▶ _YOUR INSTRUCTIONS_:
Go line by line through the records below. Copy whichever lines contain the string "direction".

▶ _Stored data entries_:
=== Section Start ===
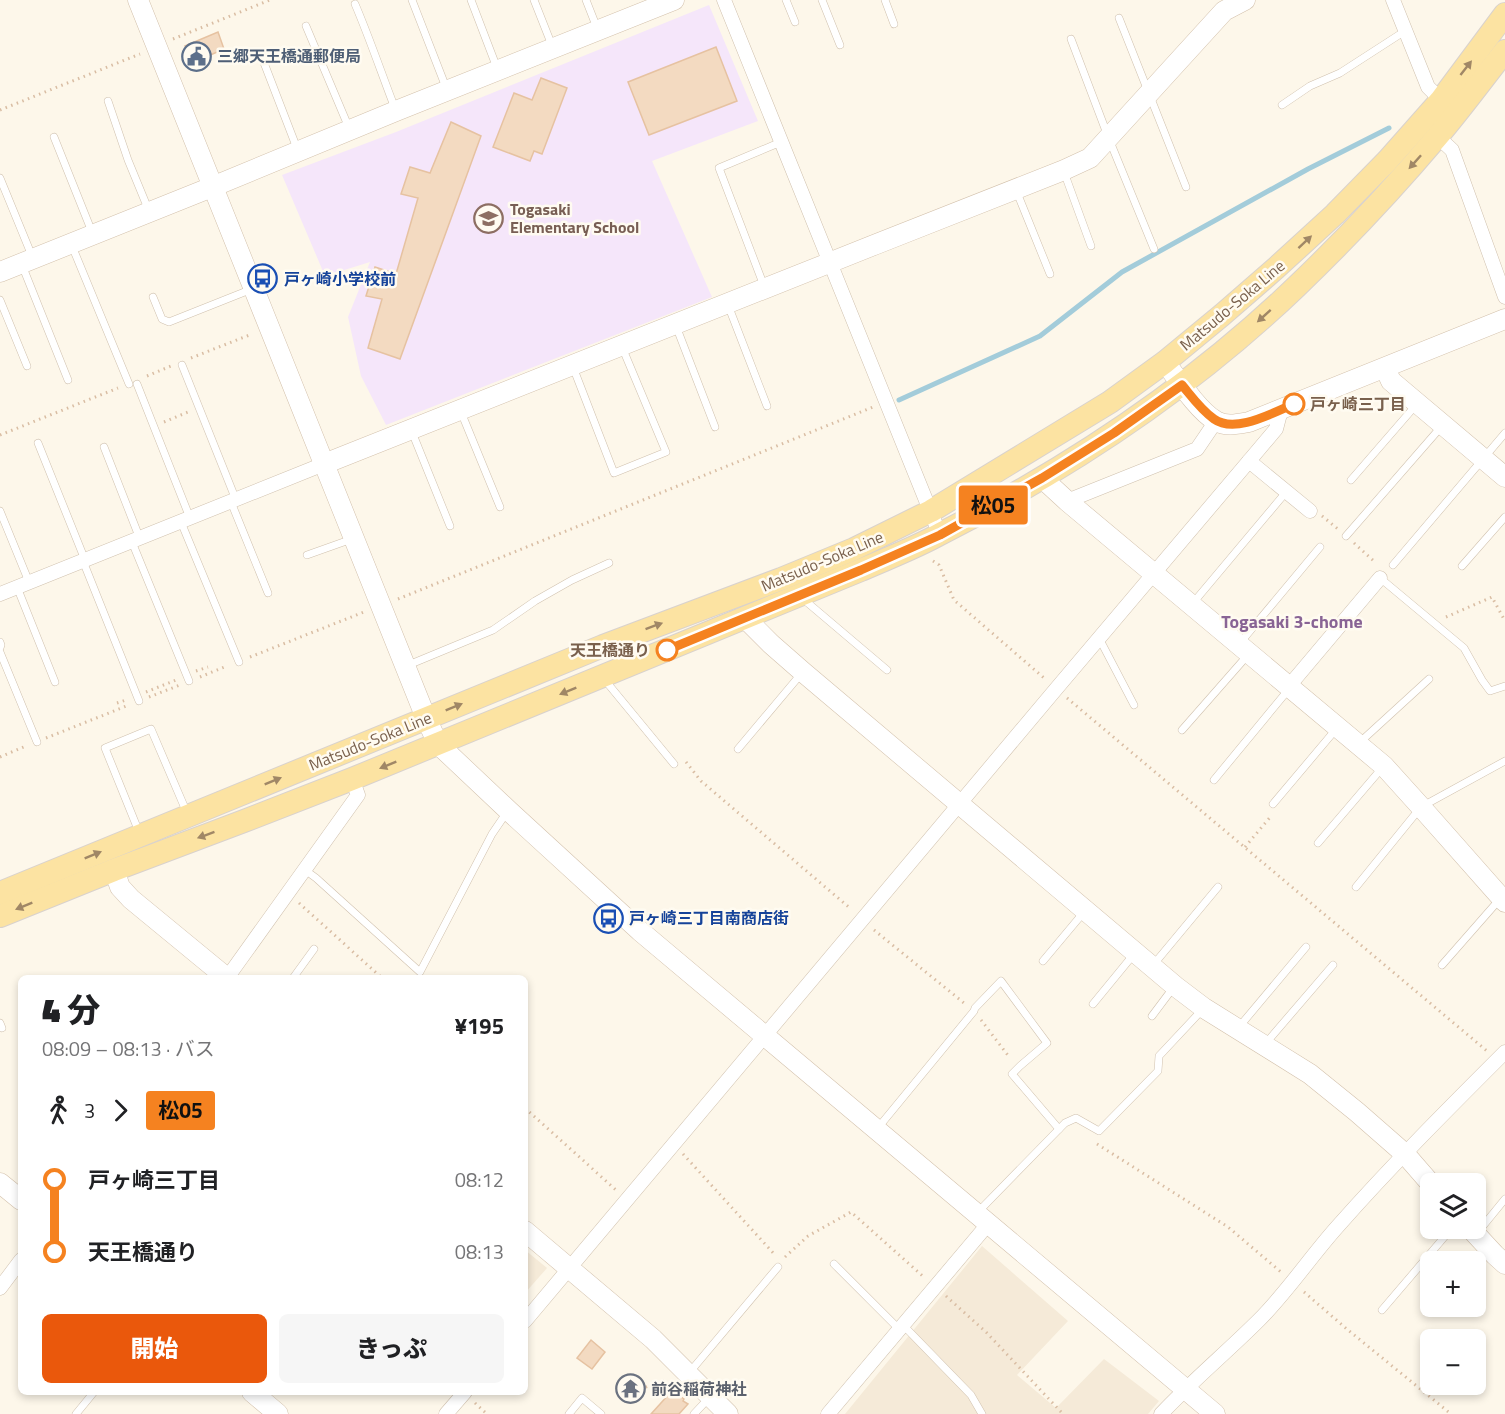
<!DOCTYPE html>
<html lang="ja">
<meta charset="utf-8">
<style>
:root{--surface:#fff;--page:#f6f6f6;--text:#202124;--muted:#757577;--accent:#ea580c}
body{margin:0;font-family:"Titillium Web","Noto Sans JP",sans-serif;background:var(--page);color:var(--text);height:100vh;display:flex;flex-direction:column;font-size:22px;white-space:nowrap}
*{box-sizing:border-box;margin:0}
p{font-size:20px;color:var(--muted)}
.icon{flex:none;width:33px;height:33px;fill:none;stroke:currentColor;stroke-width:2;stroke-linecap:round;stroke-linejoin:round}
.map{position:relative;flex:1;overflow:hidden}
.side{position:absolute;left:18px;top:975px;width:510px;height:420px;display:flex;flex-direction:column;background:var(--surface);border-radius:9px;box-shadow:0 3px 9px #0003}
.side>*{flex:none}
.badge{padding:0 12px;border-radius:4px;font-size:21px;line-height:39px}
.fabs{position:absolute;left:1420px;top:1173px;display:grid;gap:12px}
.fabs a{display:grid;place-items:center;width:66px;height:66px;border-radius:9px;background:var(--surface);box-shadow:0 3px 9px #0003;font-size:30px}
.map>.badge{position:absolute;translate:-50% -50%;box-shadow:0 0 0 3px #fff}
.legs{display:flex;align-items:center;gap:9px;height:66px;padding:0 24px;font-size:20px}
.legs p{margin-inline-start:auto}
.headline{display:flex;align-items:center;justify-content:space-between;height:102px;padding:0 24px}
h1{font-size:33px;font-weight:800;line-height:45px}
.button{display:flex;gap:12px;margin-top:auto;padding:12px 24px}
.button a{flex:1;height:69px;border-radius:9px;background:var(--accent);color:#fff;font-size:24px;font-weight:800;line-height:69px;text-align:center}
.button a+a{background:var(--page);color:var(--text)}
ul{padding:0 24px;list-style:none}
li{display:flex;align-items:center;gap:21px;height:72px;font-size:22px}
li i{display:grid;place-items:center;width:9px;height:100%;margin:0 8px;background:currentColor}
li i::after{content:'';width:15px;height:15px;margin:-8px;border:4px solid;border-radius:50%;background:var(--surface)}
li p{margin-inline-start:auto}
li:first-child i{background:linear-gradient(#0000 50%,currentColor 0)}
li:last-child i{background:linear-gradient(currentColor 50%,#0000 0)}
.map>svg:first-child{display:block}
</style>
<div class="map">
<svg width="1505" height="1414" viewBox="0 0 1505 1414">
<rect width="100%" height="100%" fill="#fdf7ea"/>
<g fill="#f5ead8">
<polygon points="982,1246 1068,1321 1017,1375 1056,1408 1104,1359 1159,1401 1148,1414 845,1414"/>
<polygon points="525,1250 547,1268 525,1293"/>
</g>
<polygon fill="#f5e6fa" points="709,5 758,121 652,161 712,297 386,425 361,376 348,317 370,262 325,276 282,175 396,132"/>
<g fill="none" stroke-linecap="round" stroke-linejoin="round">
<polyline stroke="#a3ccda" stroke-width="5" points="899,400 1040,336 1122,272 1308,169 1389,128"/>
</g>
<g fill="#f3dac1" stroke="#e6c2a1" stroke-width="1.5">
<polygon points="218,32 224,49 192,63 185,46"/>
<polygon points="716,47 737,101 649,135 628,82"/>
<polygon points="541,78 567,88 542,154 534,151 530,161 493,147 514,93 532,100"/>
<polygon points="451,122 481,136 400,359 368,348 382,299 366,296 375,267 396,274 418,198 401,194 410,167 430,173"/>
<polygon points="591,1340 605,1352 592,1369 577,1358"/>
<polygon points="670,1393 675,1393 684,1399 683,1401 688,1404 679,1414 651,1414"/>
</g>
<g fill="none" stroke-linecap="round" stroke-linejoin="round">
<defs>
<g id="lane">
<polyline points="412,0 447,90"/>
<polyline points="471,0 497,68"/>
<polyline points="534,0 553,48"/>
<polyline points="586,0 597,28"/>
<polyline points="786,0 795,22"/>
<polyline points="822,0 840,45"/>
<polyline points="885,0 894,24"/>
<path d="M355 4C370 39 382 75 396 111"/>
<polyline points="1119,18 1186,187"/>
<polyline points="306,26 349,128"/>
<polyline points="1071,39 1109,139 1154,249"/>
<polyline points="261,55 298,151"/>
<polyline points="108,101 128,160 149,211"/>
<polyline points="1282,105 1310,86 1340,73 1405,31"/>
<polyline points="54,137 92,232"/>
<polyline points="1064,172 1091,246"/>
<polyline points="0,178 32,256"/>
<polyline points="1016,190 1050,274"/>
<polyline points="72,246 129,384"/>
<polyline points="22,265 68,380"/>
<polyline points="764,286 719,168 781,142"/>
<polyline points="153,297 162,319 169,322 252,289"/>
<polyline points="0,300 27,366"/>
<polyline points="728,305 767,406"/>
<polyline points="676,326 715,427"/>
<polyline points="182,365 236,500"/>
<polyline points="573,367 614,473 666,452 622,347"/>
<polyline points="137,384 190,518"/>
<polyline points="461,412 500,507"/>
<polyline points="412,432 450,526"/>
<polyline points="38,443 85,560"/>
<polyline points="104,447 140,539"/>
<polyline points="1351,480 1416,405"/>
<polyline points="231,502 268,593"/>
<polyline points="0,511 29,582"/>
<polyline points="181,522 239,662"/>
<polyline points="1346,536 1441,427"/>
<polyline points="132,542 189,681"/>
<polyline points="307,555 352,539"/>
<polyline points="83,561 139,701"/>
<polyline points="1393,565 1505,433"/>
<polyline points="1462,566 1505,517"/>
<polyline points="1380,578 1464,648 1482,680 1490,691 1505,686"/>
<polyline points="17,587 55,682"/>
<polyline points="802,598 887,670"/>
<polyline points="1193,603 1287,491"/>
<polyline points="1099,638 1134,705"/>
<polyline points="0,642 1,645 0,648"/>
<polyline points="1240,643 1320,547"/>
<polyline points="0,652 37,742"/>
<polyline points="406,666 493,630 535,601 572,580 609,563"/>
<polyline points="604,679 674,764"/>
<polyline points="1182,730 1247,656"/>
<polyline points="1359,743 1429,679"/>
<polyline points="738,749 801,674"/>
<polyline points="1214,780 1289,689"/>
<polyline points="1273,804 1337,728"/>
<polyline points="139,832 105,748 151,729 187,813"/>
<polyline points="1318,843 1382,768"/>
<polyline points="305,870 316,878 420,972 492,834 507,812"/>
<polyline points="1356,887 1421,807 1505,761"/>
<polyline points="1043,961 1084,912"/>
<polyline points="1154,964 1218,887"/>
<polyline points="1442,965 1499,900"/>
<polyline points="293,978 314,949"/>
<polyline points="1093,1004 1134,954"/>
<polyline points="1152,1016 1173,988"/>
<polyline points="0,1023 2,1028"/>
<polyline points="1239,1027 1306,947"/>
<polyline points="1266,1043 1333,965"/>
<polyline points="877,1129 974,1011 975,1008 1001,981 1047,1043 1020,1066 1012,1074 1059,1129"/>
<polyline points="977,1213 1065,1123 1076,1118 1099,1131 1158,1071 1159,1056 1203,1009"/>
<polyline points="1478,1232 1505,1199"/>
<polyline points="834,1264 899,1329"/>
<polyline points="1382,1310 1452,1228"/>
<polyline points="903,1325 971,1395 982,1414"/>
<polyline points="689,1373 778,1267"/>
<polyline points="76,1414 94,1392"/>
<polyline points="569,1414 582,1398 601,1414"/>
<polyline points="694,1414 709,1398"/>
</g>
<g id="street">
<polyline points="724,0 940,535"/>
<polyline points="1393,0 1428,87 1441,100"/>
<polyline points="1438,137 1452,150 1505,297"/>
<polyline points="1249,461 1310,511"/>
<polyline points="1067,501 1197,449 1216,421"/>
<polyline points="0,594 324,464"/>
<polyline points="1289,686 1380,578"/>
<polyline points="227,978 358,795 352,779"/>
<polyline points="0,1288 21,1260"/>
<polyline points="525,1321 1056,689 1249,461 1276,429 1281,410"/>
<polyline points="446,1414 465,1392"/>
<polyline points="828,1414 989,1223"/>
<path d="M1161 1414C1192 1381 1227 1352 1259 1320 1288 1291 1311 1256 1338 1226 1391 1166 1448 1109 1505 1052"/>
</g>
<g id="secondary">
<polyline points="138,0 426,718 438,744 509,811 640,931 1215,1414"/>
<polyline points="0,272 212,187 396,111 674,0"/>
<path d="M1165 362C1177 378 1198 411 1216 421 1226 427 1238 424 1249 422L1505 319"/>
<polyline points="1385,368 1391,381 1505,477"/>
<path d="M324 464C571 366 817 267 1064 170L1090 158 1224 11 1245 0"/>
<polyline points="1042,478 1067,501 1384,766 1421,807 1505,902"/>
<polyline points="745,618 771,644 803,672 1175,986 1204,1008 1310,1074 1357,1112 1405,1154 1431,1184"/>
<polyline points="114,870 120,887 131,899 227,978"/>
<polyline points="0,1183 21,1200"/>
<polyline points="1470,1228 1495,1255 1505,1264"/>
<polyline points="525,1231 653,1339 728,1414"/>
<polyline points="252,1392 278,1414"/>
</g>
<g id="primary">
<polyline points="0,893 603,646 781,579 854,549 931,511 1110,402 1165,362 1222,315 1276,268 1335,214 1387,161 1441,100 1505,14"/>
<path d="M0 916 114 870 244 821 352 779 861 570C888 558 915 548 940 534 1070 468 1192 387 1297 286 1346 239 1393 189 1437 137 1461 109 1482 80 1505 51"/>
</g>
</defs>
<use href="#lane" stroke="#d0c1ae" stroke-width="8"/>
<use href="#street" stroke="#d0c1ae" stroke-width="15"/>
<use href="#secondary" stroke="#d3c1ac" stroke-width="21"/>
<use href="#primary" stroke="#d9d2cd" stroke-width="24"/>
<g stroke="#d9bda3" stroke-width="3" stroke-dasharray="1.5 4.5" stroke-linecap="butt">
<polyline points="173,39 270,0"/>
<polyline points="0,110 140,54"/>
<polyline points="191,358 252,334"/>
<polyline points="147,376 171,366"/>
<polyline points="164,422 188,412"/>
<polyline points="0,435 118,388"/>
<polyline points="1322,516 1338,529"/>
<polyline points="1354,543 1376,563"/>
<polyline points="933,561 939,565 954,600 1044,678"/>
<polyline points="398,599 873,407"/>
<polyline points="1446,617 1492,597 1505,621"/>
<polyline points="250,657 364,612"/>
<polyline points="196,671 208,667"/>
<polyline points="200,677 227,666"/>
<polyline points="146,692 176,680"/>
<polyline points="149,697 180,685"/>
<polyline points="1067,698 1487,1051"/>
<polyline points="117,703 126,700"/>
<polyline points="46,738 129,705"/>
<polyline points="0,757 26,746"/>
<polyline points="686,762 701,781 851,909"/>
<polyline points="1245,847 1272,815"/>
<polyline points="299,903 382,978"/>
<polyline points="874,930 964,1003"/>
<polyline points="981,1020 1010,1058"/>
<polyline points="525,1108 616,1190"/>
<polyline points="1097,1144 1228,1227 1281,1272"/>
<polyline points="683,1154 776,1256"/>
<polyline points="785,1257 808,1236 851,1212 925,1278"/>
<polyline points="1304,1292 1348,1330 1451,1414"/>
<polyline points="946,1296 986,1332 1063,1414"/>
<polyline points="640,1389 664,1381"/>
<polyline points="475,1403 487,1414"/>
</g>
<use href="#lane" stroke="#fff" stroke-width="7"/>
<use href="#street" stroke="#fff" stroke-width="14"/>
<use href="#secondary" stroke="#fff" stroke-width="20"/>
<use href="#primary" stroke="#fce3a2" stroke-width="22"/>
</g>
<defs><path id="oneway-solid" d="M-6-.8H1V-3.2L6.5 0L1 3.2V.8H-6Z" transform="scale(1.5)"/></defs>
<g fill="#a08766">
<use href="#oneway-solid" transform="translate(1466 68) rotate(-52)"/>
<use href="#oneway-solid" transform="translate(1415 162) rotate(132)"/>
<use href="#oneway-solid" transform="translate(1305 242) rotate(-43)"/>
<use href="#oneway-solid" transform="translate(1264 316) rotate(138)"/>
<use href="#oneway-solid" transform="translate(654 626) rotate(-20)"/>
<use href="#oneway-solid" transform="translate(568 691) rotate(158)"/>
<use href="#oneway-solid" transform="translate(454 707) rotate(-22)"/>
<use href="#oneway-solid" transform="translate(388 765) rotate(158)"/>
<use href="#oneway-solid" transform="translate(273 781) rotate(-22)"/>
<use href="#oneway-solid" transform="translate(206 835) rotate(160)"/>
<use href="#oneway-solid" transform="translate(93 855) rotate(-22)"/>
<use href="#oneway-solid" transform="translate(24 906) rotate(158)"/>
</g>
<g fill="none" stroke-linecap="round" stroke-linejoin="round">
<defs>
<path id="line-1" d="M667 650 861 570 940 535 1042 478 1114 433 1182 385C1192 397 1201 410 1214 419 1235 434 1272 413 1294 404"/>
</defs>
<use href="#line-1" stroke="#fff" stroke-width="14"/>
<use href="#line-1" stroke="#f58220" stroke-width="9"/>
</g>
<defs>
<symbol id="civic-ring" viewBox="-11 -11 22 22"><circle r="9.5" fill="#fffbf1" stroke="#5c6f8a" stroke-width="1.5"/><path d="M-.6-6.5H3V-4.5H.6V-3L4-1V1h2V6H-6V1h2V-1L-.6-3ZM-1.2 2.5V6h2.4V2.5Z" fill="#5c6f8a"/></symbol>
<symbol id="school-ring" viewBox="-11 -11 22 22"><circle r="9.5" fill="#fffbf1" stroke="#8d6e63" stroke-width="1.5"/><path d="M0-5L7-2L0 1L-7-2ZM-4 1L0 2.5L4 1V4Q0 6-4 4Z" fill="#8d6e63"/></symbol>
<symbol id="bus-ring" viewBox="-11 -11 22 22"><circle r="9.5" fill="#fffbf1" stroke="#1a4fb4" stroke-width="1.5"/><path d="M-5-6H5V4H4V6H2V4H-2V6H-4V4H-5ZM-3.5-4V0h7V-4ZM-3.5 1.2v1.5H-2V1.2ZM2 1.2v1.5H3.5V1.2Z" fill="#1a4fb4"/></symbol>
<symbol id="temple-ring" viewBox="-11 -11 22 22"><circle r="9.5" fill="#fffbf1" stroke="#6b7280" stroke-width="1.5"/><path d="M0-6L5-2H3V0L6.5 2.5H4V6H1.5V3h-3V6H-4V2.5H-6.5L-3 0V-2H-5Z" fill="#6b7280"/></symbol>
</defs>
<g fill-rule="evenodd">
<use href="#civic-ring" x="180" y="40" width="33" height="33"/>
<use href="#school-ring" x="472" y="202" width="33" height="33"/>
<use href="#bus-ring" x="246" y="262" width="33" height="33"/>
<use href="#bus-ring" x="592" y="902" width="33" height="33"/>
<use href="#temple-ring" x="614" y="1372" width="33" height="33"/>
</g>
<g fill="#fff" stroke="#f58220" stroke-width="3">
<circle cx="1294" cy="404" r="10"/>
<circle cx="667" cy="650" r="10"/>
</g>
<g text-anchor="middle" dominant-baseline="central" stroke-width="5" stroke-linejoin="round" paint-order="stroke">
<g font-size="16" font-weight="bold" fill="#4e5e75" stroke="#fffbf1" text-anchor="start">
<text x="217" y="56">三郷天王橋通郵便局</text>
</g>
<g font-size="16" font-weight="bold" fill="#785e54" stroke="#fffbf1" text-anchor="start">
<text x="510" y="209">Togasaki<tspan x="510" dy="18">Elementary School</tspan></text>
</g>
<g font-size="16" font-weight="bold" fill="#164399" stroke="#fffbf1" text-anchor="start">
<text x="284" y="279">戸ヶ崎小学校前</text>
<text x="629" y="918">戸ヶ崎三丁目南商店街</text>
</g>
<g font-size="16" fill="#79604c" stroke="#fffbf1">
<text transform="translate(1232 305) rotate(-40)">Matsudo-Soka Line</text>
<text transform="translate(822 561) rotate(-23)">Matsudo-Soka Line</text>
<text transform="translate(370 741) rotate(-22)">Matsudo-Soka Line</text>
</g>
<g font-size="16" font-weight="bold" fill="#79604c" stroke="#fffbf1" text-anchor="start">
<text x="1310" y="404">戸ヶ崎三丁目</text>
<text x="650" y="650" text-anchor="end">天王橋通り</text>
</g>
<g font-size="16" font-weight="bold" fill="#5b616d" stroke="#fffbf1" text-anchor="start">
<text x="651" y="1389">前谷稲荷神社</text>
</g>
<g font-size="18" font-weight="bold" fill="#896495" stroke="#fffbf1">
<text x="1292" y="621">Togasaki 3-chome</text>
</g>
</g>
</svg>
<div class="fabs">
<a><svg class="icon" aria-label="layers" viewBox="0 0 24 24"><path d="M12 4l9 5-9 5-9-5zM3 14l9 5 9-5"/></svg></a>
<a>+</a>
<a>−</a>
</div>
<b class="badge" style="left:993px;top:505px;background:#f58220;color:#111">松05</b>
<section class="side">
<div class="headline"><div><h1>4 分</h1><p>08:09 – 08:13 · バス</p></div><b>¥195</b></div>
<div class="legs"><svg class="icon" aria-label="walk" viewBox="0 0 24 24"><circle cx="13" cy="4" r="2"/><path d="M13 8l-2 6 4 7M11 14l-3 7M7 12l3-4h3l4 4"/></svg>3<svg class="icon" aria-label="forward" viewBox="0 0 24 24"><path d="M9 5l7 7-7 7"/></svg><b class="badge" style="background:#f58220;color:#111">松05</b></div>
<ul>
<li><i style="color:#f58220"></i><b>戸ヶ崎三丁目</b><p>08:12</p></li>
<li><i style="color:#f58220"></i><b>天王橋通り</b><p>08:13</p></li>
</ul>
<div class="button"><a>開始</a><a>きっぷ</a></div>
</section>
</div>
=== Section End ===
▶ _TASK OUTPUT_:
body{margin:0;font-family:"Titillium Web","Noto Sans JP",sans-serif;background:var(--page);color:var(--text);height:100vh;display:flex;flex-direction:column;font-size:22px;white-space:nowrap}
.side{position:absolute;left:18px;top:975px;width:510px;height:420px;display:flex;flex-direction:column;background:var(--surface);border-radius:9px;box-shadow:0 3px 9px #0003}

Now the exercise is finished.